Learning From Schillebeeckx

Last week, I participated in a Schillebeeckx Research Seminar, co-organized by KU Leuven and Radbout University. The seminar consisted of two days crammed with presentations and discussions, having me fill up page after page in my note book in an attempt to make sure I would be able to retrieve as much insights as possible afterwards.

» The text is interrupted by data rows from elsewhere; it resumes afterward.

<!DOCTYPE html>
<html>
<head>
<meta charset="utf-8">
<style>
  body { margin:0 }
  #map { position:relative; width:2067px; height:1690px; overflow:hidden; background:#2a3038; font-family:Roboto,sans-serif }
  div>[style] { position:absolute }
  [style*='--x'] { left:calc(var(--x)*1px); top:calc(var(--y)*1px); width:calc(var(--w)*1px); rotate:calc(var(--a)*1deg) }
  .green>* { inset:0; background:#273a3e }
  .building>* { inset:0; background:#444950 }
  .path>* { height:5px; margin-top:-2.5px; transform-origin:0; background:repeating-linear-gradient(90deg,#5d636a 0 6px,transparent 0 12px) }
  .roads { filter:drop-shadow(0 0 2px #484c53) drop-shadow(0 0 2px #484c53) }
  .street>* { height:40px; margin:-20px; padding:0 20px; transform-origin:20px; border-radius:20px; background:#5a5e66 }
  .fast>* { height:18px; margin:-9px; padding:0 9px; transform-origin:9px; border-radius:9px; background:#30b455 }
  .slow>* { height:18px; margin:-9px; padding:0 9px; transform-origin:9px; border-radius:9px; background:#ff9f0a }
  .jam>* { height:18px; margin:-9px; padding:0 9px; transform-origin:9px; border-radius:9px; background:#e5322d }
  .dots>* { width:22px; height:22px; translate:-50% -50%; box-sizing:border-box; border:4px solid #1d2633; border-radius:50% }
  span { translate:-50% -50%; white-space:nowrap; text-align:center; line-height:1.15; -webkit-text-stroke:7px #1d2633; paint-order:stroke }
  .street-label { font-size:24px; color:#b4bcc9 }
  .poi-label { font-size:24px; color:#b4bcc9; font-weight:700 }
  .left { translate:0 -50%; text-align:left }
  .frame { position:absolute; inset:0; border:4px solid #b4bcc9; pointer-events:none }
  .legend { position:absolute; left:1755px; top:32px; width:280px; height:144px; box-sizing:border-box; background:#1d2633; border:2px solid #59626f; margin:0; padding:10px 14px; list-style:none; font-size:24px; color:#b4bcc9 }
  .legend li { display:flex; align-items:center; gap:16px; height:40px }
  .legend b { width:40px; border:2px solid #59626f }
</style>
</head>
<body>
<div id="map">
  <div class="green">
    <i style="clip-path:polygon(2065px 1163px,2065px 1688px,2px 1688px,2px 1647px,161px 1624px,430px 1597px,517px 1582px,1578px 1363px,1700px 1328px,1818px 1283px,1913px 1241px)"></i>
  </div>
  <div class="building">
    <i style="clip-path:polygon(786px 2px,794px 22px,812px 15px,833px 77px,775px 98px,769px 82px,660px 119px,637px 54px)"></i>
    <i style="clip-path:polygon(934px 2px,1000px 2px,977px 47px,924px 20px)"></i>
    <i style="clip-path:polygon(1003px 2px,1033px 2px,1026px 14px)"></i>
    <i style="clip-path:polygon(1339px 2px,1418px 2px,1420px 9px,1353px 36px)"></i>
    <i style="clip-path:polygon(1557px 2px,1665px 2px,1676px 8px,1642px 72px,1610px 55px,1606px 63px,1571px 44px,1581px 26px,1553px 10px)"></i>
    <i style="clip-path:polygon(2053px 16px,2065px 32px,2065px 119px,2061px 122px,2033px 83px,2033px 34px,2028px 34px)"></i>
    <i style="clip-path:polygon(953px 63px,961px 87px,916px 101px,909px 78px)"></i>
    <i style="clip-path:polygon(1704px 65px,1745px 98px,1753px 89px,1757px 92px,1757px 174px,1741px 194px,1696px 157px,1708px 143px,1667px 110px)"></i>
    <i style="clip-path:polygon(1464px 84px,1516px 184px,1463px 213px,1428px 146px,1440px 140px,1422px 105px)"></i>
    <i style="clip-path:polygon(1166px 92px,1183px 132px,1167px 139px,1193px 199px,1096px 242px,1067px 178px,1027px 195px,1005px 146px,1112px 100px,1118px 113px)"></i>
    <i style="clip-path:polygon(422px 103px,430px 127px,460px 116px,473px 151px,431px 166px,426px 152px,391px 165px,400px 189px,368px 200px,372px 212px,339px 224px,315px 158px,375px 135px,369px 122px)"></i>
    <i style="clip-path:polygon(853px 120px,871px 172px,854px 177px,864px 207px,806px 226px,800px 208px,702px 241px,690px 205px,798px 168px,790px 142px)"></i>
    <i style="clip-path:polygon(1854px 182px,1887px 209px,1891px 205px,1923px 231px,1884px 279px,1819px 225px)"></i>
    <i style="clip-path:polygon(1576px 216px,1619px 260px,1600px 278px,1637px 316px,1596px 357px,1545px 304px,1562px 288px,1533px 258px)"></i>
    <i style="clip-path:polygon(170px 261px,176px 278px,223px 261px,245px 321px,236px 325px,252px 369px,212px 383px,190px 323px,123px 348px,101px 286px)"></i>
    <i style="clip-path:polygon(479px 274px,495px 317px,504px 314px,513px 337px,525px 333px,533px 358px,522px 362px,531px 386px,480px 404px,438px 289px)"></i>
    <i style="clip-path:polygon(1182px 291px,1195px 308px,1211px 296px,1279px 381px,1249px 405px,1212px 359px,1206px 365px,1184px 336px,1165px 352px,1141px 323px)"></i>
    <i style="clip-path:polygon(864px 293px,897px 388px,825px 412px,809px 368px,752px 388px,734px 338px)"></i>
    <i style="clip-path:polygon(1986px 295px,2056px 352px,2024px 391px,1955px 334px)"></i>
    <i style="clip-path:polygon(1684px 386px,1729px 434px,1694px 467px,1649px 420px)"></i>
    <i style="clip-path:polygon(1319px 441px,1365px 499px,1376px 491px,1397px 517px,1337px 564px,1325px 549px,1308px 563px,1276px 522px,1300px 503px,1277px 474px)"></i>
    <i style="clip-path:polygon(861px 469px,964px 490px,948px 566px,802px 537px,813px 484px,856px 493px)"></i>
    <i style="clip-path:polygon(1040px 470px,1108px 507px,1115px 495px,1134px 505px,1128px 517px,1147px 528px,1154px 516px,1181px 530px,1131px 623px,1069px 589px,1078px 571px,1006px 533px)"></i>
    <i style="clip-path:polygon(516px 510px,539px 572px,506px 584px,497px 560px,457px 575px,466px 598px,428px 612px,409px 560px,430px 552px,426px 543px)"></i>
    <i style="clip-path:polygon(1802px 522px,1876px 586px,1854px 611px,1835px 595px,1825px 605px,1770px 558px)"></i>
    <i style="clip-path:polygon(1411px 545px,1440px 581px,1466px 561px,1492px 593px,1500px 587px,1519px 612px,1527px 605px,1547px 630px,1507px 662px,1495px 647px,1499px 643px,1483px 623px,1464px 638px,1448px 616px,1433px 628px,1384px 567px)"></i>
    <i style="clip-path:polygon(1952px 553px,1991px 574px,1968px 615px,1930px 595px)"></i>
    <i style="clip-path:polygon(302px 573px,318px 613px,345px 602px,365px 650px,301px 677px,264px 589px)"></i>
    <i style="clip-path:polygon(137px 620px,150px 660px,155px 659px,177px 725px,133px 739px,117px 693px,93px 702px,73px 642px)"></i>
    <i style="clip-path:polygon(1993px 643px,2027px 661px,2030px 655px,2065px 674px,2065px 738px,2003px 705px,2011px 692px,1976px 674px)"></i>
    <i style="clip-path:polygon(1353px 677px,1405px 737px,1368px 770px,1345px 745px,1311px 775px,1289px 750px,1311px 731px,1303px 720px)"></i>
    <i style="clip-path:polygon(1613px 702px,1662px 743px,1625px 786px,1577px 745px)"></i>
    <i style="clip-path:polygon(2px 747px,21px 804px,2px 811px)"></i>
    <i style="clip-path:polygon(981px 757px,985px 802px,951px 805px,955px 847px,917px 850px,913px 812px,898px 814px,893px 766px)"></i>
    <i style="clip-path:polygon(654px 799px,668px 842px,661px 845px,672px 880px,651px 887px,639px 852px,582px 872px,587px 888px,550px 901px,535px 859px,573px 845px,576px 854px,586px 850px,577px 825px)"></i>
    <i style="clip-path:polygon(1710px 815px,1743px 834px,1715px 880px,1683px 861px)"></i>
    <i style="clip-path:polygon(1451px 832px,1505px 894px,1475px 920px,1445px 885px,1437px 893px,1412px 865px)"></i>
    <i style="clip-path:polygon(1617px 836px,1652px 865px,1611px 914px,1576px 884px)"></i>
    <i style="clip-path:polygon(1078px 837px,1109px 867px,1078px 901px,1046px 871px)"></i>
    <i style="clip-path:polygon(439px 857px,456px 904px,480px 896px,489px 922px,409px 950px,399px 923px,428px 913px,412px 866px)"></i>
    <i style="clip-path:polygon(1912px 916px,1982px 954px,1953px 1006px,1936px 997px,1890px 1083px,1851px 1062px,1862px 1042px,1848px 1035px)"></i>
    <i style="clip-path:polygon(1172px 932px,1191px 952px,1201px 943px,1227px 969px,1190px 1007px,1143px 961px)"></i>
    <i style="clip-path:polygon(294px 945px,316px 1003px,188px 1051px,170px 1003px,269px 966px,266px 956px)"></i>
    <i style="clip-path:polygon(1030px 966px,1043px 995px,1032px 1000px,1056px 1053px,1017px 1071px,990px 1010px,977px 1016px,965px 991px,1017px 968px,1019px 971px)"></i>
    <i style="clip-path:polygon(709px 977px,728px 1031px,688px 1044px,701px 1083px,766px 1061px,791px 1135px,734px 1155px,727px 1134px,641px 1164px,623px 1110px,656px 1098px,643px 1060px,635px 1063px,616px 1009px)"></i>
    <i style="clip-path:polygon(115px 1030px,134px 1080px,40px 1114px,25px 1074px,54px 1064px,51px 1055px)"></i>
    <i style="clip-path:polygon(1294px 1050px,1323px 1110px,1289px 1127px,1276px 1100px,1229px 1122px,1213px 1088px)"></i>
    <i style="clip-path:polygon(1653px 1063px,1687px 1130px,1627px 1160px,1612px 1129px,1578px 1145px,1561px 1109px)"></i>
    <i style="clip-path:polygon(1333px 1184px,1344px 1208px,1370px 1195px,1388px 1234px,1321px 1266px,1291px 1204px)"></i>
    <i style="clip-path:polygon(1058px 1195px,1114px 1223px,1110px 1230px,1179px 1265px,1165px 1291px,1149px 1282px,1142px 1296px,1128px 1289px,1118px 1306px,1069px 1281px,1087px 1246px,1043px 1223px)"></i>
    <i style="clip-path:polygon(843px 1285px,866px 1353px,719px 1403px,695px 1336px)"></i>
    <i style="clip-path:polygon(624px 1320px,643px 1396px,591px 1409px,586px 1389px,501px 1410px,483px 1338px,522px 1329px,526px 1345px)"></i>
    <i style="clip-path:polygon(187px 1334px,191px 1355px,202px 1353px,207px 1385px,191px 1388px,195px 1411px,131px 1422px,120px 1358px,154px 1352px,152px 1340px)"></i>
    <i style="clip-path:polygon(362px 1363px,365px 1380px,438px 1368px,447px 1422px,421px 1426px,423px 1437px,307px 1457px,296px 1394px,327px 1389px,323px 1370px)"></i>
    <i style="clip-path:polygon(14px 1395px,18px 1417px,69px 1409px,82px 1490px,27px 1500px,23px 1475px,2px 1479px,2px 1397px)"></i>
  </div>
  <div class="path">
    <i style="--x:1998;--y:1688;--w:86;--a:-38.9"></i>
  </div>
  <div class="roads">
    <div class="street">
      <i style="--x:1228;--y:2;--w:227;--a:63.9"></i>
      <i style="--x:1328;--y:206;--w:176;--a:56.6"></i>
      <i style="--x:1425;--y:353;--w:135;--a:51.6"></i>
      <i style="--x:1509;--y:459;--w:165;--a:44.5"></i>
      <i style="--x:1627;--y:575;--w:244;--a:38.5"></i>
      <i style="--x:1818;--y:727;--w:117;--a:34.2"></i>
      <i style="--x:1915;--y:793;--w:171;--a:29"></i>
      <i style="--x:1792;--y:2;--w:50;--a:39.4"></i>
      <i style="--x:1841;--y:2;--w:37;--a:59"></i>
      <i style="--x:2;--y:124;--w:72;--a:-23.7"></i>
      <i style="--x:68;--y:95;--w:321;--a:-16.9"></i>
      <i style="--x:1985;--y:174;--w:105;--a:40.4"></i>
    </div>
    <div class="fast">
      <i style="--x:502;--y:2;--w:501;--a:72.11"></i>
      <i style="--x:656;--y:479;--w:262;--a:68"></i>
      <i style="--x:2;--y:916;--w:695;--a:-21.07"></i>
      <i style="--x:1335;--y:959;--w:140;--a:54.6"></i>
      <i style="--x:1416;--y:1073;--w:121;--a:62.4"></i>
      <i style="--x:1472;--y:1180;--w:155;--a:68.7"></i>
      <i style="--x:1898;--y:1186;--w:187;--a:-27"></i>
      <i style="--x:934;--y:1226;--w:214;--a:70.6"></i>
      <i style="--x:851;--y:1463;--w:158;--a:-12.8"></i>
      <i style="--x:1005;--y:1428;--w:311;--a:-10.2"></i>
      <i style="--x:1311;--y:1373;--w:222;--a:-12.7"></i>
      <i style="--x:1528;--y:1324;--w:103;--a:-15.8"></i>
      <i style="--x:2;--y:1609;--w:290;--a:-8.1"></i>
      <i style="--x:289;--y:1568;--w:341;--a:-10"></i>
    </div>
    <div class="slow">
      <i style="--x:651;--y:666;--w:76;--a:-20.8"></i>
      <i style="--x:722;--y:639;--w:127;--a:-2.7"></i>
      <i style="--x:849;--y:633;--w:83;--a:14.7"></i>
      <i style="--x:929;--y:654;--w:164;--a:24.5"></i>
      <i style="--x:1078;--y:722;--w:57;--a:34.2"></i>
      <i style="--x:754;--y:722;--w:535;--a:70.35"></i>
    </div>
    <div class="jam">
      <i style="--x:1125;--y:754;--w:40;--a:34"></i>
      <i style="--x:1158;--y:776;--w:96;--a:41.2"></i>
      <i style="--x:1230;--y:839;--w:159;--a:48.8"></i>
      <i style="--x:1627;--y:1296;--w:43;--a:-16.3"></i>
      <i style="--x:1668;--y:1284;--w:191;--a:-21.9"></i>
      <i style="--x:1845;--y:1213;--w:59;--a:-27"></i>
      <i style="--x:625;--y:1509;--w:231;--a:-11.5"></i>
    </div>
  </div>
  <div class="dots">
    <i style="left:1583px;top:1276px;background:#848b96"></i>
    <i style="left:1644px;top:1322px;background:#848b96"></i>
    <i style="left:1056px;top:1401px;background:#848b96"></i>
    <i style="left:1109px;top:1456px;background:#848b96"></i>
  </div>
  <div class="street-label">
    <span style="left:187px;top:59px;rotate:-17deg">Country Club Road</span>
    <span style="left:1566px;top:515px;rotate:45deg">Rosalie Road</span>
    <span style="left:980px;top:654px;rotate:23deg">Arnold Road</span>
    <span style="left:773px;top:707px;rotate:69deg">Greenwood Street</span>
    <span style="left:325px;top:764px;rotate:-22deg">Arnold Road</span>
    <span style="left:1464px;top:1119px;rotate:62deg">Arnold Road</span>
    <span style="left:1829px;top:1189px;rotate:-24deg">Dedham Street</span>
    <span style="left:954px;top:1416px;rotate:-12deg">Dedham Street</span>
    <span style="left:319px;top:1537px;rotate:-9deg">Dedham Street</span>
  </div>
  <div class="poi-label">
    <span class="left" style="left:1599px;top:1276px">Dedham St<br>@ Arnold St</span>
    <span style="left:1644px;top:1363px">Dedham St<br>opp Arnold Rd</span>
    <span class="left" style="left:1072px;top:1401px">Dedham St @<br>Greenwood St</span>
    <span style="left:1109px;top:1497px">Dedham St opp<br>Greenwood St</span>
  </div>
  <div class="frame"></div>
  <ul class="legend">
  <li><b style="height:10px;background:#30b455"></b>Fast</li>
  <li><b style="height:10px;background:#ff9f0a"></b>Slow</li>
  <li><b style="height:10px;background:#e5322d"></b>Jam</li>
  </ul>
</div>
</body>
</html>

The most exciting, or, rather, anxious moment for me was when I was allowed to present my own paper on Schillebeeckx and evolutionary studies of religion, a paper I previously presented at the Schillebeeckx conference last August. This time I had not only my peers commenting on the paper, but also Stephan van Erp, my new co-promotor, and Erik Borgman, who certainly ‘knows his Schillebeeckx’. The first question I had, was if I had done justice to Schillebeeckx’ theology in my paper. A second, no less important question, was if my approach seemed a fruitful one. I think, although a lot of work still needs to be done, I can feel assured regarding both worries.

From all remarks that were made, two in particular have kept me busy after the seminar. The first one was made by Borgman, on my proposal that theology is still a viable way to speak about religion. What I tried to do in the paper, was to defend the importance of theology over against a certain tendency in evolutionary studies of religion to act as if theses studies now have the last word on religion. What I forgot to make clear, is that theology not just talks about religion, but also, maybe even foremost, from religion. The choice to speak about religion, the choice to be ‘neutral’ regarding the question whether religious beliefs are true (whatever your definition of ‘true’), already loads the questions you ask and the answers you give. The same goes for theology’s choice to speak from religion. It’s important indeed to be clear about the choice I make (and the choice being made in evolutionary studies of religion) and its implications. Such a clarification could sharpen the edges between theology and evolutionary studies of religion a bit. This does not necessarily imply a return to the conflict model, rather it might help us to identify limit questions between both fields, supporting dialogue between them.

The second remark concerned my presentation of the relation between history, deep history, and salvation history. Trevor Maine, one of my colleagues, wondered whether I saw no connection between cosmology and eschatology. If science is part of human experience, a suggestion I made in my paper, shouldn’t then science not also be part of the eschaton? At first I understood him to suggest some kind of naturalistic reduction of eschatology to cosmological knowledge about the end of the universe, but his question was, obviously, more fine-grained than that. How can we relate what we know about the physical universe to what we believe about the coming of the Kingdom of God (the latter being a recurrent topic in Schillebeeckx’ work)? Is my current position, which sees salvation history as becoming unveiled through the interpreted experience/experienced interpretation (following Schillebeeckx) of history, enough to bring science and theology in connection with each other, allowing us to discern meaning, maybe even ultimate meaning, in the world of which we are part? Or does it just turn eschatology into a cultural construct? I am not quite sure on this yet (maybe that will never happen), although I have some hope I am on the right track, avoiding the second possibility.

What made me a happy theologian, at least for a while, was that my proposal to take history as a vantage point to bring together evolutionary studies of religion and theology, in order to learn more about the emergence of religion and the role religion can play in human ongoing evolution, received supportive comments. That seems to suggest I managed to build a bridge, however shaky it might be, where at first I saw only a canyon.